:: RECORDS SUPPLIED ::
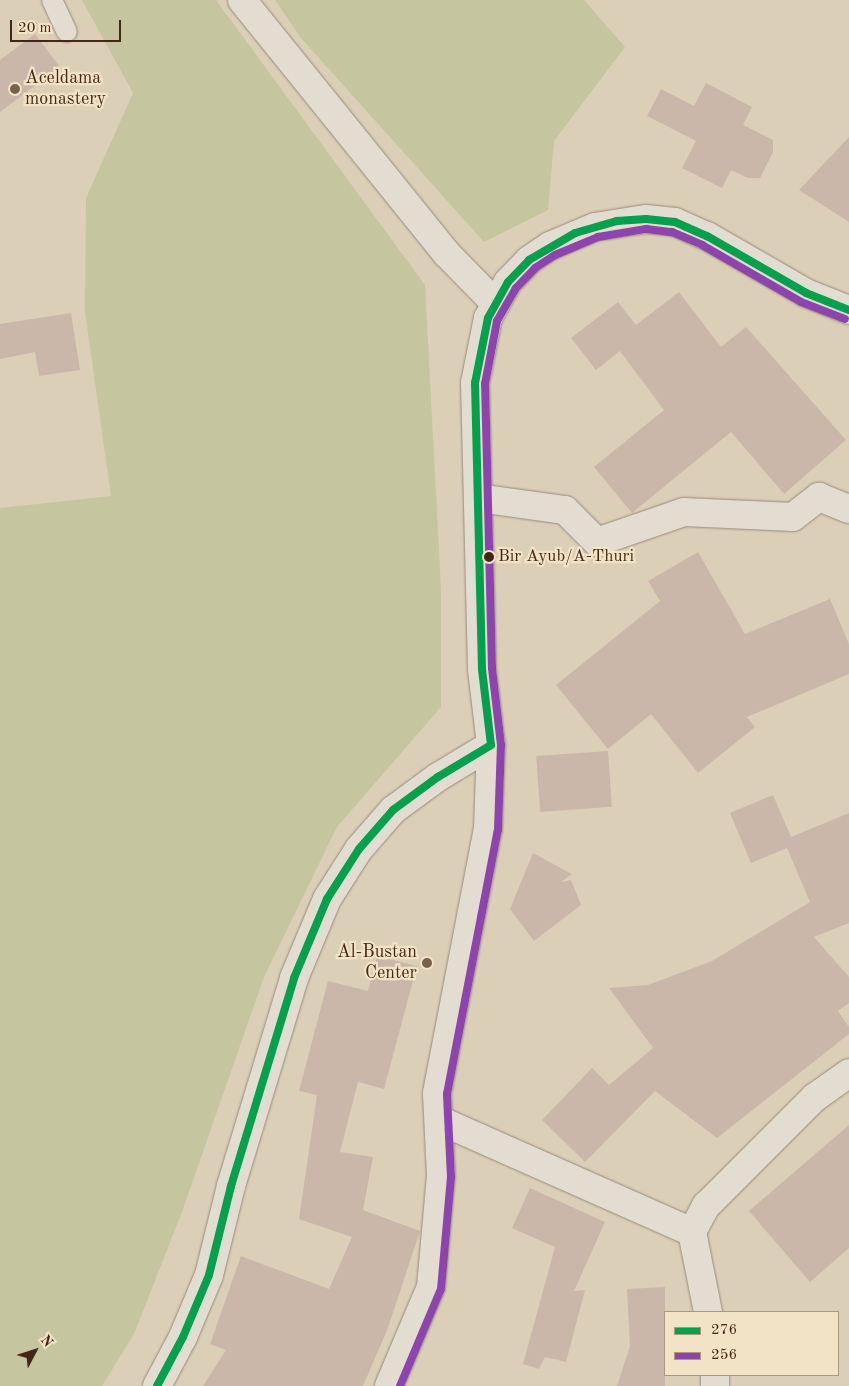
<!DOCTYPE html>
<style>
body{margin:0}
#map{position:relative;width:849px;height:1386px;overflow:hidden;background:#dccfb7;font-family:"Old Standard TT",serif}
div>[style]{position:absolute}
.green>*{inset:0;background:#c5c69f}
.building>*{inset:0;background:#cbb7a9;transform-origin:0 0}
.roads{filter:drop-shadow(0 0 1px #968b7c) drop-shadow(0 0 1px #968b7c)}
.service>*{height:20px;margin:-10px;padding:0 10px;transform-origin:10px;border-radius:10px;background:#e3dcd0}
.minor>*{height:28px;margin:-14px;padding:0 14px;transform-origin:14px;border-radius:14px;background:#e3dcd0}
.tertiary>*{height:28px;margin:-14px;padding:0 14px;transform-origin:14px;border-radius:14px;background:#e3dcd0}
.bus-1>*{height:8px;margin:-4px;padding:0 4px;transform-origin:4px;border-radius:4px;background:#03a04e}
.bus-2>*{height:8px;margin:-4px;padding:0 4px;transform-origin:4px;border-radius:4px;background:#8e44ad}
.dots>*{width:14px;height:14px;translate:-50% -50%;box-sizing:border-box;border:2px solid #f2e2c6;border-radius:50%}
span{translate:-50% -50%;white-space:nowrap;text-align:center;line-height:1.15;-webkit-text-stroke:4.5px #f2e2c6;paint-order:stroke}
.bus-label{font-size:17px;color:#442617}
.left{translate:0 -50%;text-align:left}
.poi-label{font-size:18px;color:#442617}
.right{translate:-100% -50%;text-align:right}
.legend{position:absolute;left:664px;top:1311px;width:175px;height:65px;box-sizing:border-box;background:#f2e2c6;border:1px solid #ac9780;margin:0;padding:6px 9px;list-style:none;font-size:15px;color:#442617}
.legend li{display:flex;align-items:center;gap:10px;height:25px}
.legend b{width:25px;border:1px solid #ac9780}
.north{position:absolute;left:10px;top:1326px;width:50px;height:50px;-webkit-text-stroke:4px #f2e2c6;paint-order:stroke;rotate:50deg;font-size:14px;font-weight:700;line-height:20px;text-align:center;color:#442617}
.north::after{content:'';display:block;margin:auto;width:18px;height:22px;background:#442617;clip-path:polygon(50% 0,100% 100%,50% 72%,0 100%)}
.scale{position:absolute;left:10px;top:20px;width:111px;height:22px;box-sizing:border-box;border:2px solid #442617;border-top:0;padding-left:6px;font-size:15px;line-height:18px;white-space:nowrap;color:#442617;-webkit-text-stroke:4px #f2e2c6;paint-order:stroke}
</style>
<div id="map">
<div class="green">
<div style="clip-path:polygon(82px 0,216px 0,425px 285px,441px 588px,441px 707px,337px 827px,264px 977px,182px 1212px,134px 1334px,102px 1386px,0 1386px,0 508px,111px 496px,85px 312px,86px 198px,133px 93px)"></div>
<div style="clip-path:polygon(275px 0,584px 0,625px 47px,554px 141px,548px 210px,484px 242px,301px 38px)"></div>
</div>
<div class="building">
<div style="clip-path:polygon(35px 34px,60px 67px,0 112px,0 60px)"></div>
<div style="clip-path:polygon(706px 83px,752px 107px,743px 125px,773px 140px,773px 152px,760px 178px,748px 178px,731px 170px,722px 188px,682px 168px,696px 141px,647px 116px,661px 89px,694px 106px)"></div>
<div style="clip-path:polygon(849px 137px,849px 222px,799px 190px)"></div>
<div style="clip-path:polygon(679px 292px,721px 347px,746px 327px,846px 440px,784px 494px,731px 432px,632px 513px,594px 467px,664px 410px,620px 351px,596px 370px,571px 338px,618px 302px,636px 325px)"></div>
<div style="clip-path:polygon(71px 313px,80px 370px,39px 376px,35px 352px,0 359px,0 324px)"></div>
<div style="clip-path:polygon(698px 552px,745px 634px,830px 599px,849px 644px,849px 674px,747px 717px,755px 727px,698px 773px,651px 714px,608px 749px,556px 685px,660px 601px,648px 581px)"></div>
<div style="left:608px;top:751px;width:56px;height:72px;rotate:86deg"></div>
<div style="clip-path:polygon(773px 795px,791px 837px,849px 813px,849px 923px,814px 937px,849px 977px,849px 1003px,838px 1011px,849px 1027px,849px 1034px,717px 1138px,655px 1091px,585px 1162px,542px 1120px,592px 1068px,609px 1085px,653px 1048px,609px 988px,648px 985px,712px 961px,810px 902px,787px 848px,751px 863px,730px 813px)"></div>
<div style="clip-path:polygon(533px 853px,572px 874px,561px 882px,571px 880px,581px 905px,534px 941px,510px 909px)"></div>
<div style="clip-path:polygon(377px 956px,417px 966px,384px 1089px,358px 1082px,340px 1152px,373px 1157px,363px 1210px,420px 1231px,388px 1328px,363px 1386px,203px 1386px,226px 1350px,210px 1344px,241px 1256px,329px 1289px,352px 1237px,299px 1219px,317px 1095px,299px 1091px,328px 981px,368px 991px)"></div>
<div style="clip-path:polygon(849px 1125px,849px 1248px,810px 1282px,749px 1211px)"></div>
<div style="clip-path:polygon(530px 1188px,605px 1222px,574px 1291px,585px 1290px,566px 1362px,545px 1357px,539px 1369px,523px 1364px,555px 1247px,512px 1228px)"></div>
<div style="clip-path:polygon(665px 1287px,665px 1386px,617px 1386px,630px 1346px,627px 1289px)"></div>
</div>
<div class="roads">
<div class="service">
<div style="left:52px;top:0;width:35px;rotate:65deg"></div>
</div>
<div class="minor">
<div style="left:478px;top:498px;width:88px;rotate:7.9deg"></div>
<div style="left:565px;top:510px;width:45px;rotate:45deg"></div>
<div style="left:597px;top:542px;width:92px;rotate:-19deg"></div>
<div style="left:684px;top:512px;width:109px;rotate:2.6deg"></div>
<div style="left:793px;top:517px;width:33px;rotate:-38deg"></div>
<div style="left:819px;top:497px;width:32px;rotate:22deg"></div>
<div style="left:439px;top:1120px;width:277px;rotate:23.9deg"></div>
<div style="left:708px;top:1312px;width:82px;rotate:-101.3deg"></div>
<div style="left:692px;top:1232px;width:30px;rotate:-62deg"></div>
<div style="left:706px;top:1206px;width:153px;rotate:-45deg"></div>
<div style="left:814px;top:1098px;width:43px;rotate:-35.5deg"></div>
<div style="left:715px;top:1375px;width:11px;rotate:90deg"></div>
</div>
<div class="tertiary">
<div style="left:242px;top:0;width:326px;rotate:51.1deg"></div>
<div style="left:447px;top:254px;width:69px;rotate:45.6deg"></div>
<div style="left:157px;top:1386px;width:55px;rotate:-62deg"></div>
<div style="left:183px;top:1337px;width:67px;rotate:-67.2deg"></div>
<div style="left:209px;top:1275px;width:92px;rotate:-76.1deg"></div>
<div style="left:231px;top:1186px;width:217px;rotate:-73.1deg"></div>
<div style="left:294px;top:978px;width:86px;rotate:-67.3deg"></div>
<div style="left:327px;top:899px;width:59px;rotate:-57.4deg"></div>
<div style="left:359px;top:849px;width:52px;rotate:-48.9deg"></div>
<div style="left:393px;top:810px;width:56px;rotate:-36.3deg"></div>
<div style="left:438px;top:777px;width:62px;rotate:-31.1deg"></div>
<div style="left:389px;top:1386px;width:108px;rotate:-67deg"></div>
<div style="left:431px;top:1287px;width:111px;rotate:-84.9deg"></div>
<div style="left:441px;top:1176px;width:83px;rotate:-92.8deg"></div>
<div style="left:437px;top:1093px;width:269px;rotate:-79.1deg"></div>
<div style="left:488px;top:829px;width:84px;rotate:-88deg"></div>
<div style="left:491px;top:745px;width:77px;rotate:-96.8deg"></div>
<div style="left:482px;top:669px;width:286px;rotate:-91.4deg"></div>
<div style="left:475px;top:383px;width:66px;rotate:-78.7deg"></div>
<div style="left:488px;top:318px;width:41px;rotate:-60.9deg"></div>
<div style="left:508px;top:282px;width:30px;rotate:-46deg"></div>
<div style="left:529px;top:260px;width:25px;rotate:-34deg"></div>
<div style="left:550px;top:246px;width:49px;rotate:-22.9deg"></div>
<div style="left:595px;top:227px;width:52px;rotate:-8.9deg"></div>
<div style="left:646px;top:219px;width:29px;rotate:6deg"></div>
<div style="left:675px;top:222px;width:35px;rotate:24deg"></div>
<div style="left:707px;top:236px;width:114px;rotate:29.9deg"></div>
<div style="left:806px;top:293px;width:46px;rotate:21.6deg"></div>
</div>
</div>
<div class="bus-1">
<div style="left:157px;top:1386px;width:55px;rotate:-62deg"></div>
<div style="left:183px;top:1337px;width:67px;rotate:-67.2deg"></div>
<div style="left:209px;top:1275px;width:92px;rotate:-76.1deg"></div>
<div style="left:231px;top:1186px;width:217px;rotate:-73.1deg"></div>
<div style="left:294px;top:978px;width:86px;rotate:-67.3deg"></div>
<div style="left:327px;top:899px;width:59px;rotate:-57.4deg"></div>
<div style="left:359px;top:849px;width:52px;rotate:-48.9deg"></div>
<div style="left:393px;top:810px;width:56px;rotate:-36.3deg"></div>
<div style="left:438px;top:777px;width:62px;rotate:-31.1deg"></div>
<div style="left:491px;top:745px;width:77px;rotate:-96.8deg"></div>
<div style="left:482px;top:669px;width:286px;rotate:-91.4deg"></div>
<div style="left:475px;top:383px;width:66px;rotate:-78.7deg"></div>
<div style="left:488px;top:318px;width:41px;rotate:-60.9deg"></div>
<div style="left:508px;top:282px;width:30px;rotate:-46deg"></div>
<div style="left:529px;top:260px;width:53px;rotate:-30.4deg"></div>
<div style="left:575px;top:233px;width:44px;rotate:-15.9deg"></div>
<div style="left:617px;top:221px;width:29px;rotate:-4deg"></div>
<div style="left:646px;top:219px;width:29px;rotate:6deg"></div>
<div style="left:675px;top:222px;width:35px;rotate:24deg"></div>
<div style="left:707px;top:236px;width:114px;rotate:29.9deg"></div>
<div style="left:806px;top:293px;width:46px;rotate:21.6deg"></div>
</div>
<div class="bus-2">
<div style="left:400px;top:1386px;width:105px;rotate:-67.1deg"></div>
<div style="left:441px;top:1289px;width:112px;rotate:-84.9deg"></div>
<div style="left:451px;top:1177px;width:83px;rotate:-92.8deg"></div>
<div style="left:447px;top:1094px;width:269px;rotate:-79.1deg"></div>
<div style="left:498px;top:830px;width:85px;rotate:-88deg"></div>
<div style="left:501px;top:745px;width:78px;rotate:-96.7deg"></div>
<div style="left:492px;top:668px;width:284px;rotate:-91.4deg"></div>
<div style="left:485px;top:384px;width:64px;rotate:-79.2deg"></div>
<div style="left:497px;top:321px;width:38px;rotate:-60deg"></div>
<div style="left:516px;top:288px;width:28px;rotate:-46deg"></div>
<div style="left:535px;top:268px;width:24px;rotate:-33deg"></div>
<div style="left:555px;top:255px;width:47px;rotate:-22.7deg"></div>
<div style="left:598px;top:237px;width:49px;rotate:-9.5deg"></div>
<div style="left:646px;top:229px;width:26px;rotate:7deg"></div>
<div style="left:672px;top:232px;width:33px;rotate:23deg"></div>
<div style="left:702px;top:245px;width:114px;rotate:29.9deg"></div>
<div style="left:801px;top:302px;width:47px;rotate:21.1deg"></div>
</div>
<div class="dots">
<div style="left:15px;top:89px;background:#79614f"></div>
<div style="left:489px;top:557px;background:#442617"></div>
<div style="left:427px;top:963px;background:#79614f"></div>
</div>
<div class="bus-label">
<span class="left" style="left:498px;top:557px">Bir Ayub/A-Thuri</span>
</div>
<div class="poi-label">
<span class="left" style="left:25px;top:89px">Aceldama<br>monastery</span>
<span class="right" style="left:417px;top:963px">Al-Bustan<br>Center</span>
</div>
<ul class="legend">
<li><b style="height:6px;background:#03a04e"></b>276</li>
<li><b style="height:6px;background:#8e44ad"></b>256</li>
</ul>
<div class="north">N</div>
<div class="scale">20 m</div>
</div>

:: HOW TO COMPLETE THIS TASK ::
Tell how many lines in the material hold the word "nowrap". Reply with the number only.

:: EXERCISE RESPONSE ::
2